薬事法(昭和35年法律第145号)(抄)

(情報の提供等)
第七十七条の三
  医薬品若しくは医療用具の製造業者若しくは輸入販売業者、卸売一般販売業の許可を受けた者、医療用具の販売業者若しくは賃貸業者(薬局開設者、医療用具の製造業者、販売業者若しくは賃貸業者若しくは病院、診療所若しくは飼育動物診療施設の開設者に対し、業として、医療用具を販売し若しくは授与するもの又は薬局開設者若しくは病院、診療所若しくは飼育動物診療施設の開設者に対し、業として、医療用具を賃貸するものに限る。次項において「医療用具の卸売販売業者等」という。)、外国製造承認取得者又は国内管理人は、医薬品又は医療用具の有効性及び安全性に関する事項その他医薬品又は医療用具の適正な使用のために必要な情報(第六十三条の二第二号の規定による指定がされた医療用具の保守点検に関する情報を含む。次項において同じ。
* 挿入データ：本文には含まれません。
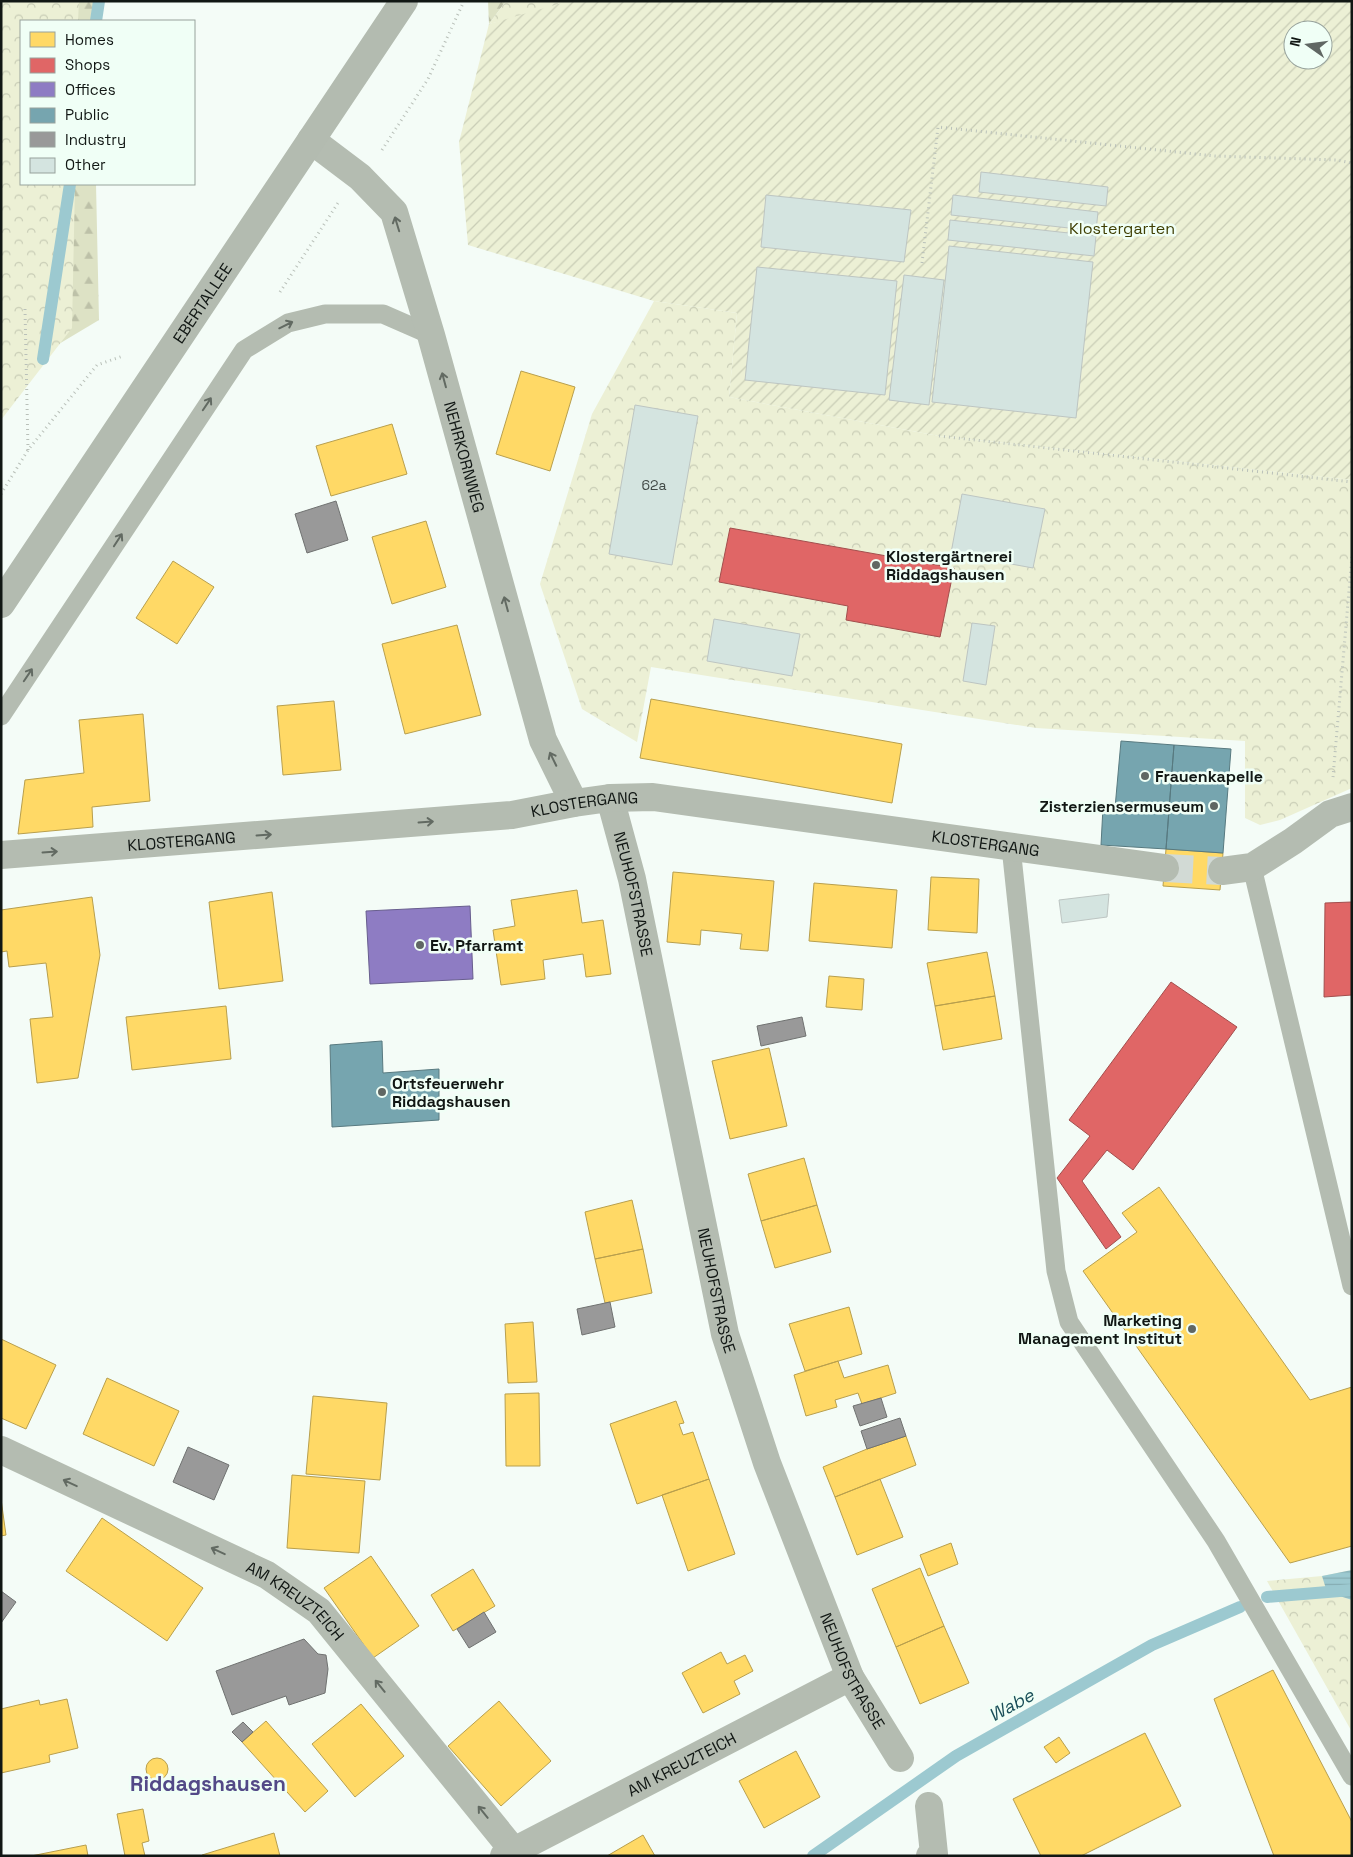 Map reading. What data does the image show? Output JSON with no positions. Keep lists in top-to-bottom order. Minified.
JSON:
{"streets":{"main road":["EBERTALLEE"],"street":["NEHRKORNWEG","KLOSTERGANG","NEUHOFSTRASSE","AM KREUZTEICH"]},"crossings":[["EBERTALLEE","NEHRKORNWEG"],["NEHRKORNWEG","KLOSTERGANG"],["KLOSTERGANG","NEUHOFSTRASSE"],["NEUHOFSTRASSE","AM KREUZTEICH"]],"one_way":["NEHRKORNWEG","KLOSTERGANG","AM KREUZTEICH"],"districts":["Riddagshausen"],"water":["Wabe"],"parks":["Klostergarten"],"places":["Klostergärtnerei Riddagshausen","Frauenkapelle","Zisterziensermuseum","Ev. Pfarramt","Ortsfeuerwehr Riddagshausen","Marketing Management Institut"],"house_numbers":["62a"],"legend":["Homes","Shops","Offices","Public","Industry","Other"],"north":"left"} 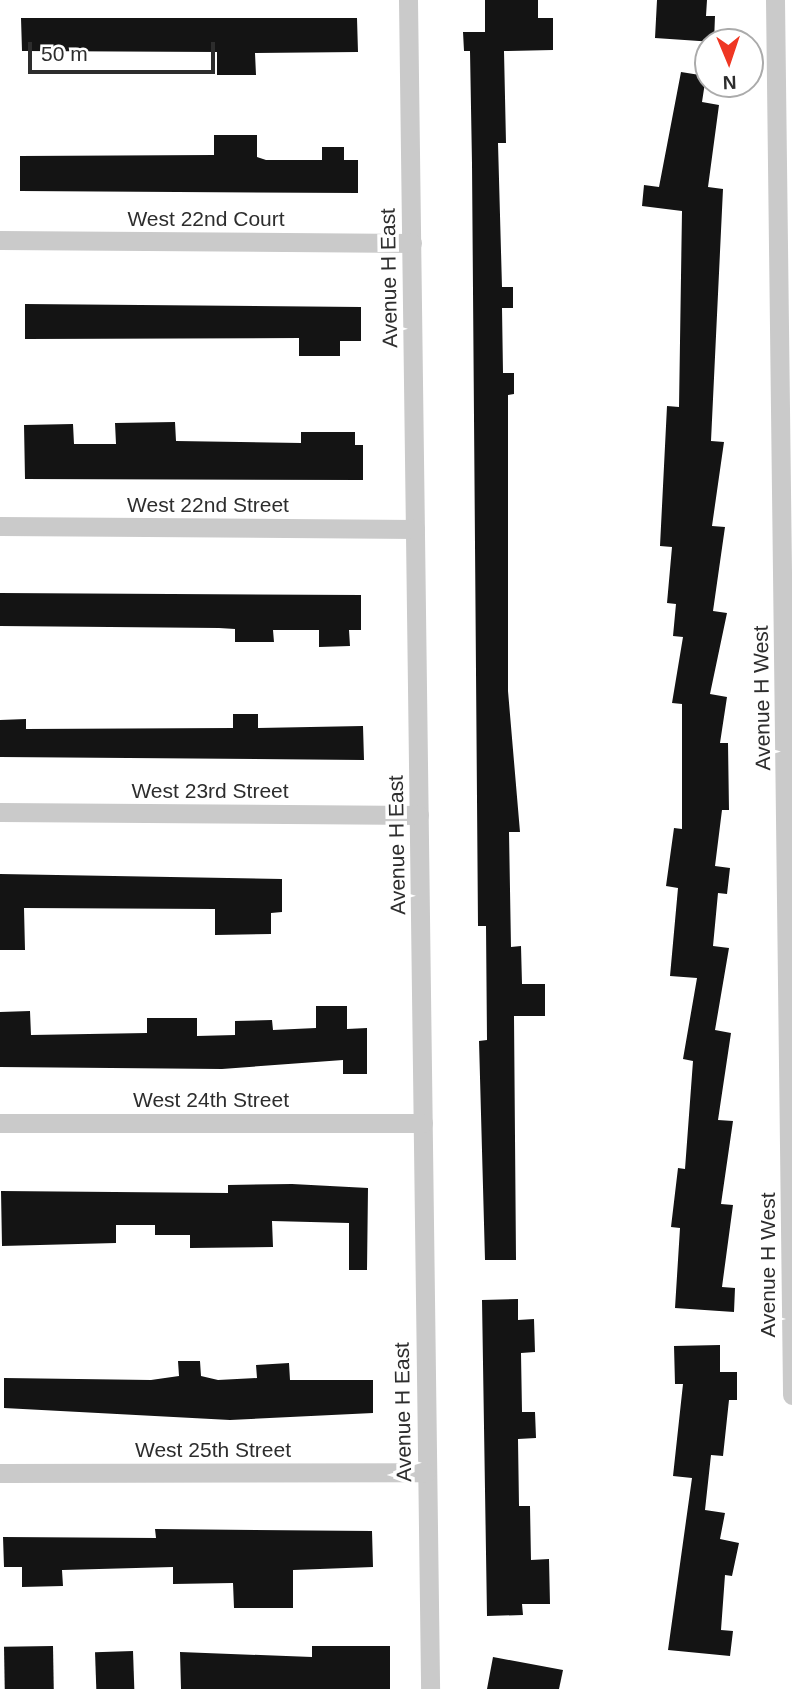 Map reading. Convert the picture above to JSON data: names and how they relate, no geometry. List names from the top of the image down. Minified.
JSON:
{"streets":{"street":["West 22nd Court","Avenue H East","West 22nd Street","Avenue H West","West 23rd Street","West 24th Street","West 25th Street"]},"crossings":[["West 22nd Court","Avenue H East"],["Avenue H East","West 22nd Street"],["Avenue H East","West 23rd Street"],["Avenue H East","West 24th Street"],["Avenue H East","West 25th Street"]],"scale_bar":"50 m","north":"bottom"}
)を収集し、及び検討するとともに、薬局開設者、病院、診療所若しくは飼育動物診療施設の開設者、医薬品の販売業者、医療用具の販売業者若しくは賃貸業者又は医師、歯科医師、薬剤師、獣医師その他の医薬関係者に対し、これを提供するよう努めなければならない。
 薬局開設者、病院、診療所若しくは飼育動物診療施設の開設者、医薬品の販売業者、医療用具の販売業者若しくは賃貸業者又は医師、歯科医師、薬剤師、獣医師その他の医薬関係者は、医薬品若しくは医療用具の製造業者若しくは輸入販売業者、卸売一般販売業の許可を受けた者、医療用具の卸売販売業者等、外国製造承認取得者又は国内管理人が行う医薬品又は医療用具の適正な使用のために必要な情報の収集に協力するよう努めなければならない。
 薬局開設者、病院若しくは診療所の開設者又は医師、歯科医師、薬剤師その他の医薬関係者は、医薬品及び医療用具の適正な使用を確保するため、相互の密接な連携の下に第一項の規定により提供される情報の活用(第六十三条の二第二号の規定による指定がされた医療用具の保守点検の適切な実施を含む。)その他必要な情報の収集、検討及び利用を行うことに努めなければならない。
 薬局開設者又は医薬品の販売業者は、医薬品を一般に購入し、又は使用する者に対し、医薬品の適正な使用のために必要な情報を提供するよう努めなければならない。

(副作用等の報告)
第七十七条の四の二
 医薬品、医薬部外品、化粧品若しくは医療用具の製造業者若しくは輸入販売業者又は外国製造承認取得者若しくは国内管理人は、その製造し、若しくは輸入し、又は承認を受けた医薬品、医薬部外品、化粧品又は医療用具について、当該品目の副作用によるものと疑われる疾病、障害又は死亡の発生、当該品目の使用によるものと疑われる感染症の発生その他の医薬品、医薬部外品、化粧品又は医療用具の有効性及び安全性に関する事項で厚生労働省令で定めるものを知つたときは、その旨を厚生労働省令で定めるところにより厚生労働大臣に報告しなければならない。
 薬局開設者、病院、診療所若しくは飼育動物診療施設の開設者又は医師、歯科医師、薬剤師、獣医師その他の医薬関係者は、医薬品又は医療用具について、当該品目の副作用その他の事由によるものと疑われる疾病、障害若しくは死亡の発生又は当該品目の使用によるものと疑われる感染症の発生に関する事項を知つた場合において、保健衛生上の危害の発生又は拡大を防止するため必要があると認めるときは、その旨を厚生労働大臣に報告しなければならない。